Look through the entries for the string "rows", and copy each line that holds it.

________________________________________

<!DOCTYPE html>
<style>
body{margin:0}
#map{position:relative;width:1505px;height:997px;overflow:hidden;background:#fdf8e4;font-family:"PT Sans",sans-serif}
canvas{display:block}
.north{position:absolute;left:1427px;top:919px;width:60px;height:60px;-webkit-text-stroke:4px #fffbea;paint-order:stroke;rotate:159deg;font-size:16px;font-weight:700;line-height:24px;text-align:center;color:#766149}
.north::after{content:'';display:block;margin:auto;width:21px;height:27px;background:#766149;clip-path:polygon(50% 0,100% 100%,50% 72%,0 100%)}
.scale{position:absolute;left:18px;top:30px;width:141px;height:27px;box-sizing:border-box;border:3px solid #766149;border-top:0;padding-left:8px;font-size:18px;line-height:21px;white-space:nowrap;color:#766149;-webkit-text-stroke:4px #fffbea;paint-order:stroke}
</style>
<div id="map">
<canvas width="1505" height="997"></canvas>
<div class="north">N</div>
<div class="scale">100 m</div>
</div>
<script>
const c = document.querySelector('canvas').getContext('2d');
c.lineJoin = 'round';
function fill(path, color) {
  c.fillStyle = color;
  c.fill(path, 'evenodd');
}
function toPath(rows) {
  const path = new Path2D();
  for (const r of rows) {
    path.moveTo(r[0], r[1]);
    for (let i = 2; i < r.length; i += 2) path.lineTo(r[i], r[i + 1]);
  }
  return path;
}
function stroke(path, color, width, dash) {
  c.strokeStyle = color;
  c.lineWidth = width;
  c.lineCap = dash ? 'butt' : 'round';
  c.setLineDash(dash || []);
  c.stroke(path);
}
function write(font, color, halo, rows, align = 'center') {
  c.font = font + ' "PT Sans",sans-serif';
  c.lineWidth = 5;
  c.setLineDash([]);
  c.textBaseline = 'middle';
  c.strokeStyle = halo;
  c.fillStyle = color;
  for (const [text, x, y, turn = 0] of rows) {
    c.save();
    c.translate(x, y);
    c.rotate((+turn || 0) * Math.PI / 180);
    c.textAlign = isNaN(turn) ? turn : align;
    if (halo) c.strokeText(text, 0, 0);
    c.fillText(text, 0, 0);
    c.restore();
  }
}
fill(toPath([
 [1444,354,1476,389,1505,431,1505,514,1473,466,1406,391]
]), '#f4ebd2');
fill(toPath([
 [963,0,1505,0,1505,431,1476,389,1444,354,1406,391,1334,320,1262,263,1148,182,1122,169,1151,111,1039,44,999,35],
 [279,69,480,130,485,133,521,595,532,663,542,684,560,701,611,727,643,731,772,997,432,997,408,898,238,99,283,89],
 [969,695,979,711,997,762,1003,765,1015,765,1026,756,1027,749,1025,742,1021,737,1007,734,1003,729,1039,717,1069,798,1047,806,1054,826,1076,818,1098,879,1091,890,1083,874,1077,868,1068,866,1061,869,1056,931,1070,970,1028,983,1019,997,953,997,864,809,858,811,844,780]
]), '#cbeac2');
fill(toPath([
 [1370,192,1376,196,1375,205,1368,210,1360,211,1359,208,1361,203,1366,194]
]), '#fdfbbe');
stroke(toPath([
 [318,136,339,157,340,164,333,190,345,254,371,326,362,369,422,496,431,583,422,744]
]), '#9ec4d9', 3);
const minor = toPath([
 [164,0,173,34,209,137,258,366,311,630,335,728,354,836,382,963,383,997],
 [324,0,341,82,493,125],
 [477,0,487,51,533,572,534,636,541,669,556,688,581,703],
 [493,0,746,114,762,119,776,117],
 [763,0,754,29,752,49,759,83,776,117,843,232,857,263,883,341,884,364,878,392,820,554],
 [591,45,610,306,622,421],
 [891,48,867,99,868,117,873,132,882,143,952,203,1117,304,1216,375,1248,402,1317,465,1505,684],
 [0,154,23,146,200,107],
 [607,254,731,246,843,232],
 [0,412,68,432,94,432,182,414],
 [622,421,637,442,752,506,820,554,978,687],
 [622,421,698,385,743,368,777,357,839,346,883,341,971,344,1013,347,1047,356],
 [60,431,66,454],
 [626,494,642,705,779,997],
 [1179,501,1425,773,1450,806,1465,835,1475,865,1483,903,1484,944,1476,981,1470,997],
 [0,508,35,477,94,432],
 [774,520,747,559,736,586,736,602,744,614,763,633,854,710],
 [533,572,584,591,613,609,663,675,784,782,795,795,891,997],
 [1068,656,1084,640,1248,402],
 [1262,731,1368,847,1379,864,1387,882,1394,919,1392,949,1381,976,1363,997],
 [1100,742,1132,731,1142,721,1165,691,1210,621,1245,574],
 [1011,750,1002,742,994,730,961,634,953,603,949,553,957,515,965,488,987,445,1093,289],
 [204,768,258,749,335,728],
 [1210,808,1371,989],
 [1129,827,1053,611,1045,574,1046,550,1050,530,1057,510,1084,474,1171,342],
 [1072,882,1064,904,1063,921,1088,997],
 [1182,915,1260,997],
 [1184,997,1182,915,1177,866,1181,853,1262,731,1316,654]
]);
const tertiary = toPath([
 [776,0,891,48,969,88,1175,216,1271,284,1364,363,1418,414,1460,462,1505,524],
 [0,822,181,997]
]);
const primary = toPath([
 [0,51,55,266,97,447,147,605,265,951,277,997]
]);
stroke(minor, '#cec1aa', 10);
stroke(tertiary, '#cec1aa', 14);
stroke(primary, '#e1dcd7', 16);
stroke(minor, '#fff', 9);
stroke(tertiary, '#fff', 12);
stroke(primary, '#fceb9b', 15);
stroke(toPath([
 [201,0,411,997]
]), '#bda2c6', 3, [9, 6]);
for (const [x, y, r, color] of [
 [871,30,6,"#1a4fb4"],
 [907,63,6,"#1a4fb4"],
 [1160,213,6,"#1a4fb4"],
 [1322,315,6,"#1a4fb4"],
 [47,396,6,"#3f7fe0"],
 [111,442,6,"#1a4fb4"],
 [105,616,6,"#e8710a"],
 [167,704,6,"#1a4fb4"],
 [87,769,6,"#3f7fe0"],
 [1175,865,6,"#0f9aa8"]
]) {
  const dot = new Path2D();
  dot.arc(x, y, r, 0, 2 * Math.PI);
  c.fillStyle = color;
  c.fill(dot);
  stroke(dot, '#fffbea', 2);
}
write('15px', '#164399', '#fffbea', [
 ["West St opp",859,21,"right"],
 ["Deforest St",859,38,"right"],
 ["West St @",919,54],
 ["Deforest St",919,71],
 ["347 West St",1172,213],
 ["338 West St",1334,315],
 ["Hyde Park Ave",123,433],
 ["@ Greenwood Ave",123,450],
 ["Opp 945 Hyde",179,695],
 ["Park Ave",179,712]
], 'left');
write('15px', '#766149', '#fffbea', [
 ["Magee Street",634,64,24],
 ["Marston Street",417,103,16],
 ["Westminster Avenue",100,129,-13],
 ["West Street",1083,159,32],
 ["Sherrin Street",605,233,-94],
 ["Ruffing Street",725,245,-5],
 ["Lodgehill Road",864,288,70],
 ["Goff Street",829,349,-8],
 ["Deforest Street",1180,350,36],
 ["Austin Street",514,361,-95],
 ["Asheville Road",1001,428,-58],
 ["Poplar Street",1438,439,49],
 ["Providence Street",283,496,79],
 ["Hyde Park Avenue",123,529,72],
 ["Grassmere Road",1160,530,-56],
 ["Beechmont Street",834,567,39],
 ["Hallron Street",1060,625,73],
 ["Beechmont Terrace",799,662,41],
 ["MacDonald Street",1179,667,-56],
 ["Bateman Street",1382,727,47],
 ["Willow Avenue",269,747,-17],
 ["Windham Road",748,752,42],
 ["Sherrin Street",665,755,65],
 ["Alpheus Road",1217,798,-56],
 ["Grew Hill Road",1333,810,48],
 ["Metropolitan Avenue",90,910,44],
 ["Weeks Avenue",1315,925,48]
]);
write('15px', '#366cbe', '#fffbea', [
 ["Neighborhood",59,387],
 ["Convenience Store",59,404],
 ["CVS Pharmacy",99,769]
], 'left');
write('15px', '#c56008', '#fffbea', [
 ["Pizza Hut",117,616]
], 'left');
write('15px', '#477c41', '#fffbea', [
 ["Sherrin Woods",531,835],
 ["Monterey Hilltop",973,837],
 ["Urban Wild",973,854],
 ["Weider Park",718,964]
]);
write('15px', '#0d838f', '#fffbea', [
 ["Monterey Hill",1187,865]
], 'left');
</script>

________________________________________

== Expected answer ==
function toPath(rows) {
  for (const r of rows) {
function write(font, color, halo, rows, align = 'center') {
  for (const [text, x, y, turn = 0] of rows) {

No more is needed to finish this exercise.